Dataset entries
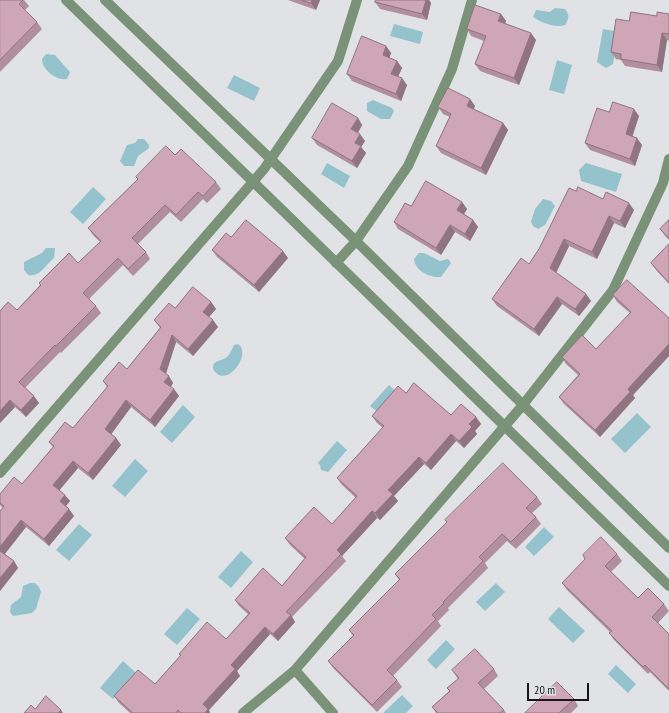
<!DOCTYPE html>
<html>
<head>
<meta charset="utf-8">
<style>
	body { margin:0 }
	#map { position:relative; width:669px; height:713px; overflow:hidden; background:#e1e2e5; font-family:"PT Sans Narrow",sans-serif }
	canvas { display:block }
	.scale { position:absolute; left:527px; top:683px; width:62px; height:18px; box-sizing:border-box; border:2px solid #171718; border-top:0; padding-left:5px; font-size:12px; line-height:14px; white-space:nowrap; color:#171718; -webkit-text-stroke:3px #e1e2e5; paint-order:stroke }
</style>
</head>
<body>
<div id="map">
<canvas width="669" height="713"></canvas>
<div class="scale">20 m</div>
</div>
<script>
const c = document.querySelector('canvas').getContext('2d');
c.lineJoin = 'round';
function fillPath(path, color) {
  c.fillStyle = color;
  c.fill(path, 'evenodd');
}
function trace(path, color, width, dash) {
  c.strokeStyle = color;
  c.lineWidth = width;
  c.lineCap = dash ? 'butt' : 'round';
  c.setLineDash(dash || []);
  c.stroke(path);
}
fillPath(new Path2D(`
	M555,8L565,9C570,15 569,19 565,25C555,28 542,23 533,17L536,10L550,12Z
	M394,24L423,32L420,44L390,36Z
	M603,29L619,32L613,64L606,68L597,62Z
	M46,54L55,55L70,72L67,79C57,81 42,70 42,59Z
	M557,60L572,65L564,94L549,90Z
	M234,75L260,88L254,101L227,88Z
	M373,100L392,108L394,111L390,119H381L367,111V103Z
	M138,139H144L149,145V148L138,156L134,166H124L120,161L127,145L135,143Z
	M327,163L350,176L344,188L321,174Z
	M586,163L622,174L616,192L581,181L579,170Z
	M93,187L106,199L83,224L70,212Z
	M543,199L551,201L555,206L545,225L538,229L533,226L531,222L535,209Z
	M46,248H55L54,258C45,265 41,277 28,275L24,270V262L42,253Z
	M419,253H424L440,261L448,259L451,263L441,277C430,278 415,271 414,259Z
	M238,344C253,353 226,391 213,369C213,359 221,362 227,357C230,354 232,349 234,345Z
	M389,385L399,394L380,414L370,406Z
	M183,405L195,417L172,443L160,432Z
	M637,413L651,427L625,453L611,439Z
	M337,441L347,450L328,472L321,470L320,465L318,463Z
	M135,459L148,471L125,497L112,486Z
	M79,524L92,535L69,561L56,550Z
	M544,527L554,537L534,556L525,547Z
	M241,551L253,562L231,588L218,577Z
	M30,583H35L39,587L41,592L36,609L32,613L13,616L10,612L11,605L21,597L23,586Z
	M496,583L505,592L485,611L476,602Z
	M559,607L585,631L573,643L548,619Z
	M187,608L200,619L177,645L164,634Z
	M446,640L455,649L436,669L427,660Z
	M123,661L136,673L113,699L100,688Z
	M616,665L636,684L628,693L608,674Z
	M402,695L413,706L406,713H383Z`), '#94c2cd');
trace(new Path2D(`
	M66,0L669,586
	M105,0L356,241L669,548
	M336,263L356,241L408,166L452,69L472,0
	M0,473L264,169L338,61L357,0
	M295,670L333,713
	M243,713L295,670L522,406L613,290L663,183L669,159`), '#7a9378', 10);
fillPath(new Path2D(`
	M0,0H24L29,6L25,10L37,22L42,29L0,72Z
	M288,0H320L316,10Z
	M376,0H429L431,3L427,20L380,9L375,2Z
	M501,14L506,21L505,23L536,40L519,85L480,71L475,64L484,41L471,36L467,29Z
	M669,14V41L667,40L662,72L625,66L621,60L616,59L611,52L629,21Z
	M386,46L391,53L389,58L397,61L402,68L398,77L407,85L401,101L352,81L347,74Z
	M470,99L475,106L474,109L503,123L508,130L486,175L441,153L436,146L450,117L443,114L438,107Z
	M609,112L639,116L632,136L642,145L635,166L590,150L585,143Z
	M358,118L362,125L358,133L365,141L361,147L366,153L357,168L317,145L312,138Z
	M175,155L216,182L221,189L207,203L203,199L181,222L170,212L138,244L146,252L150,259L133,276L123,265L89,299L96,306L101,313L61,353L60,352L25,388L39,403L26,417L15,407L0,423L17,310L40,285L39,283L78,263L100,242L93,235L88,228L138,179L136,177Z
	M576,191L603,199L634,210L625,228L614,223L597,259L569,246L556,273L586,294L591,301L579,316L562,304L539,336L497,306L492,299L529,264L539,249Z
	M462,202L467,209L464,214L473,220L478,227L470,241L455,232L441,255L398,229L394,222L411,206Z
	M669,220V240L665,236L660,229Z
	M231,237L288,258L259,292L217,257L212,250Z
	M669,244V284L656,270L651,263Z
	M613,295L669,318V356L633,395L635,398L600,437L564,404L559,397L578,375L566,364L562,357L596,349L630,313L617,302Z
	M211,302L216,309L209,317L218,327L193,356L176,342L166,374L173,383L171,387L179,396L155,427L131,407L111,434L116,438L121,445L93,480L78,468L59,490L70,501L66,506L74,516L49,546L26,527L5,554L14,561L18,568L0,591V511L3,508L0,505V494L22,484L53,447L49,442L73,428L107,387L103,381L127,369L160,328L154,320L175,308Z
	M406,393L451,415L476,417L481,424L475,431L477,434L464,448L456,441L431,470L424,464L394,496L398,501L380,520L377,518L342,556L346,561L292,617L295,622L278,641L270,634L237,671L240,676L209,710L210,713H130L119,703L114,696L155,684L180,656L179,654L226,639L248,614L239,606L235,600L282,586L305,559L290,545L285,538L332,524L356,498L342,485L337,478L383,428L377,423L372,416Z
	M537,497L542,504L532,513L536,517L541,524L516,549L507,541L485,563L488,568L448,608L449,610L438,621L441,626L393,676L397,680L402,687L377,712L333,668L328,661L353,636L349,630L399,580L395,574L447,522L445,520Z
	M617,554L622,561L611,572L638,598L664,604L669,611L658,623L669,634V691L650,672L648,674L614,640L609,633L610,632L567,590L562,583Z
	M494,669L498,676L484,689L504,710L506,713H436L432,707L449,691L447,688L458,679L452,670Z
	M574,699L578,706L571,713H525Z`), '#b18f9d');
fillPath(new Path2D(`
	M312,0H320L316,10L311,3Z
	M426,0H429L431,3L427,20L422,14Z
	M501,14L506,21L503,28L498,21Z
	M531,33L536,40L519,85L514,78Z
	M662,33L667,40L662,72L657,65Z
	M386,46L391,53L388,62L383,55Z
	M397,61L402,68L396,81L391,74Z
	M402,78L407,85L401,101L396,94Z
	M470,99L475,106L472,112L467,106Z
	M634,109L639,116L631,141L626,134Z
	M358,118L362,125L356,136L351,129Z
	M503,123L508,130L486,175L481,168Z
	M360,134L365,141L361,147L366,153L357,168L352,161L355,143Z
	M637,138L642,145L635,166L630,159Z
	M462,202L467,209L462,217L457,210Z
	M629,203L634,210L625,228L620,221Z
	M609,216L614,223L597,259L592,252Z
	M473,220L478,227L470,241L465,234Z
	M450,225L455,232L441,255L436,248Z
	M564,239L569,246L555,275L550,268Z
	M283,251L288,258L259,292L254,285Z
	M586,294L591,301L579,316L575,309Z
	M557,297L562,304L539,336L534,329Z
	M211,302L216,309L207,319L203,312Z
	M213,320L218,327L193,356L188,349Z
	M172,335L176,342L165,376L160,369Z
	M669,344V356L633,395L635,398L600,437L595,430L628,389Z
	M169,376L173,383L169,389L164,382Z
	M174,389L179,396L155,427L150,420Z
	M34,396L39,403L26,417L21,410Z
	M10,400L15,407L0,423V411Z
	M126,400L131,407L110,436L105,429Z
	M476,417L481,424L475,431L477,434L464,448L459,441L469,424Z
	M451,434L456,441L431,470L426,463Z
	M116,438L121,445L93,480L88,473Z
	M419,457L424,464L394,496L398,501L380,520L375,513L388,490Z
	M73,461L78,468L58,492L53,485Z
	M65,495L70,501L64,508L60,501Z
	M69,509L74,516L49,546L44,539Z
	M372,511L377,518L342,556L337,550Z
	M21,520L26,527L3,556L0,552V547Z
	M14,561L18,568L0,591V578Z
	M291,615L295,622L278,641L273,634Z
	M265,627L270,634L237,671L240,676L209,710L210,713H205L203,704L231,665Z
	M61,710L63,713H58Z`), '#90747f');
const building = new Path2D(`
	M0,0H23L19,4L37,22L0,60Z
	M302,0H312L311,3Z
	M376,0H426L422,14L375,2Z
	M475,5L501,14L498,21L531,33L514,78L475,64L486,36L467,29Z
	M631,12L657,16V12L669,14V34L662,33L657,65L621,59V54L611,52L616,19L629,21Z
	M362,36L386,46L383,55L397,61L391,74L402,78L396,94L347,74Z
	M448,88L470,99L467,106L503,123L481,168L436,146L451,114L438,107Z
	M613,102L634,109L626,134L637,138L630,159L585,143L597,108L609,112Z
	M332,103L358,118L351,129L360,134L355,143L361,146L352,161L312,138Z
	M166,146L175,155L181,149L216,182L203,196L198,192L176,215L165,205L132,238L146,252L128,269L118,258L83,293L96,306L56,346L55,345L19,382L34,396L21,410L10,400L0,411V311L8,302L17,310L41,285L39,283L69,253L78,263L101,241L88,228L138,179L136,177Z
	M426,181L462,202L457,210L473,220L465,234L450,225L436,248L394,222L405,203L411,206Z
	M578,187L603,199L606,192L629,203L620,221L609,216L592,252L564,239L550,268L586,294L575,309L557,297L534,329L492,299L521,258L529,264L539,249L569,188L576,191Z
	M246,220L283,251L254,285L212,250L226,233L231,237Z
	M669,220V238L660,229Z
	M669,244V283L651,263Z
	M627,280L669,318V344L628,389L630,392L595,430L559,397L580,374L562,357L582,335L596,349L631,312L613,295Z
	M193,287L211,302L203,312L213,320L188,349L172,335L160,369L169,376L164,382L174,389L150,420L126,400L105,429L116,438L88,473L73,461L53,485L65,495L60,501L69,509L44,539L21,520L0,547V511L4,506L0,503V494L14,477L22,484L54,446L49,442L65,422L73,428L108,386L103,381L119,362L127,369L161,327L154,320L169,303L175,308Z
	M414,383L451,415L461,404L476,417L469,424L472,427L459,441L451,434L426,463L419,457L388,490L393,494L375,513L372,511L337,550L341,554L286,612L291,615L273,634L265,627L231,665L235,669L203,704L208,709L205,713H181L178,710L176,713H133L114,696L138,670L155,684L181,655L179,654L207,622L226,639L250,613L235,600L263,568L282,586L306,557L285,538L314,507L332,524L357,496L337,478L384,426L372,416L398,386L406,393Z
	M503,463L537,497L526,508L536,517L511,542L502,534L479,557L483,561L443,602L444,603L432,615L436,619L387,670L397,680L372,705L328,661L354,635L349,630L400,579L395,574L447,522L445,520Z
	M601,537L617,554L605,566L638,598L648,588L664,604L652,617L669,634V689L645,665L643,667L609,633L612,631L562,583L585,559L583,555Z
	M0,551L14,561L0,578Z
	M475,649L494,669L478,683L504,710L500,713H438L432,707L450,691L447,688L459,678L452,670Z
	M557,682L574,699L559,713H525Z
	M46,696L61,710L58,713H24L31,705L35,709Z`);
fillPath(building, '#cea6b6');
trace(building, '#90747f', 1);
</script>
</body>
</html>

_Description of the task_:
Pick every line of the data that includes the string "function".

_Reply to the exercise_:
function fillPath(path, color) {
function trace(path, color, width, dash) {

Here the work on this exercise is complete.